Review by Darlene McGarrity, images provided by Aboleth
Benthos is the debut album from Aboleth and is a dynamite ten tracks of heart grabbing, sludgy dominance. Aboleths are evil eel-like monsters in the Dungeons and Dragons mythos. This Aboleth, however, hails from Los Angeles and is bursting with such a stripped down talent it’s easy to assume listeners will hear more from this blues metal band in coming years.
Blues metal is a fickle thing. It’s been called stoner metal, sludge metal, about ten other things and has been done well by bands like Orange Goblin, Electric Wizard, and Black Sabbath, the band that arguably founded the genre. And while they all have a lot in common as far as chunky bass lines and down tuned grooves, they lack one component that makes Aboleth reign high on the blues metal list: a female front.
There are only three people in the band: Brigitte Roka on vocals, Boll3t on Drums, and finally Collyn McCoy on Baguitar. Listening to this album gives such a sense of awe in instruments and talent that it’s surprising to learn there are only three members. Roka (who also is the cover artist) and her whiskey-soaked vocals are reminiscent of Janis Joplin. The ping-ponging from high and sultry to scratchy and guttural to howling in the space of a note is impressive at the very least.

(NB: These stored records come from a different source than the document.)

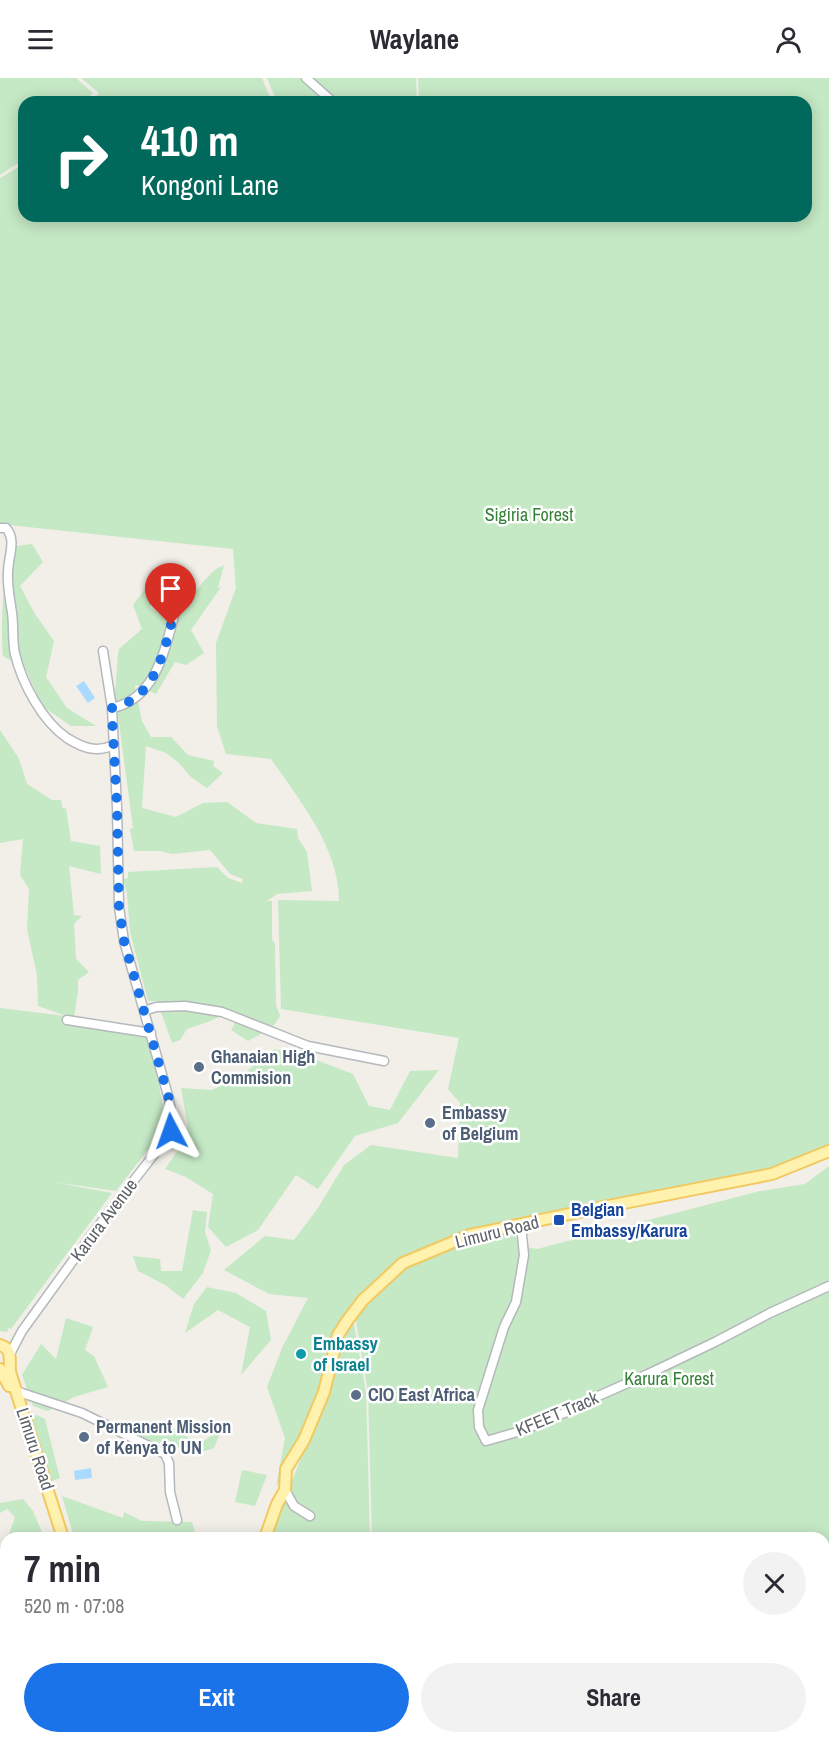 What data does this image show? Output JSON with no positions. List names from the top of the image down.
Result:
{
  "streets": {
    "main road": ["Limuru Road"],
    "street": ["Karura Avenue", "KFEET Track"]
  },
  "crossings": [
    ["Karura Avenue", "Limuru Road"],
    ["Limuru Road", "KFEET Track"]
  ],
  "parks": ["Sigiria Forest", "Karura Forest"],
  "places": {
    "other": [
      "Ghanaian High Commision",
      "Embassy of Belgium",
      "Embassy of Israel",
      "CIO East Africa",
      "Permanent Mission of Kenya to UN"
    ],
    "transit": ["Belgian Embassy/Karura"]
  },
  "page": {
    "header": "Waylane",
    "turn": ["410 m", "Kongoni Lane"],
    "heading": ["7 min", "520 m · 07:08"],
    "buttons": ["Exit", "Share"]
  }
}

These are good, solid songs that have potential for being timeless. “Fork in the Road” oozes that side-of-the-dirt-road charm with a slow tempo to start and then bursting into a double tempo all the while holding tight to that liquid grit. “Black Box” has a sort of Danzig-esque vibe to it at first with Roka’s voice in a low croon complimented by that tangy Baguitar. And finally, “Wytches” is anthemic for the first ninety seconds with mostly drums and chanting the chorus which just keeps amping up. It’s definitely a smart choice for ending an album. Kind of like a “Whoa, it’s over?” This of course leaves no choice but to hit that play button again and give it another listen.
There are a few debut albums out there that could sit comfortable in a Top Twenty and Benthos should be on one somewhere. It would be no surprise to start seeing their name pop up as openers for bands like Orange Goblin, Electric Wizard, and Mastodon; maybe even the famed Corrosion of Conformity or Clutch.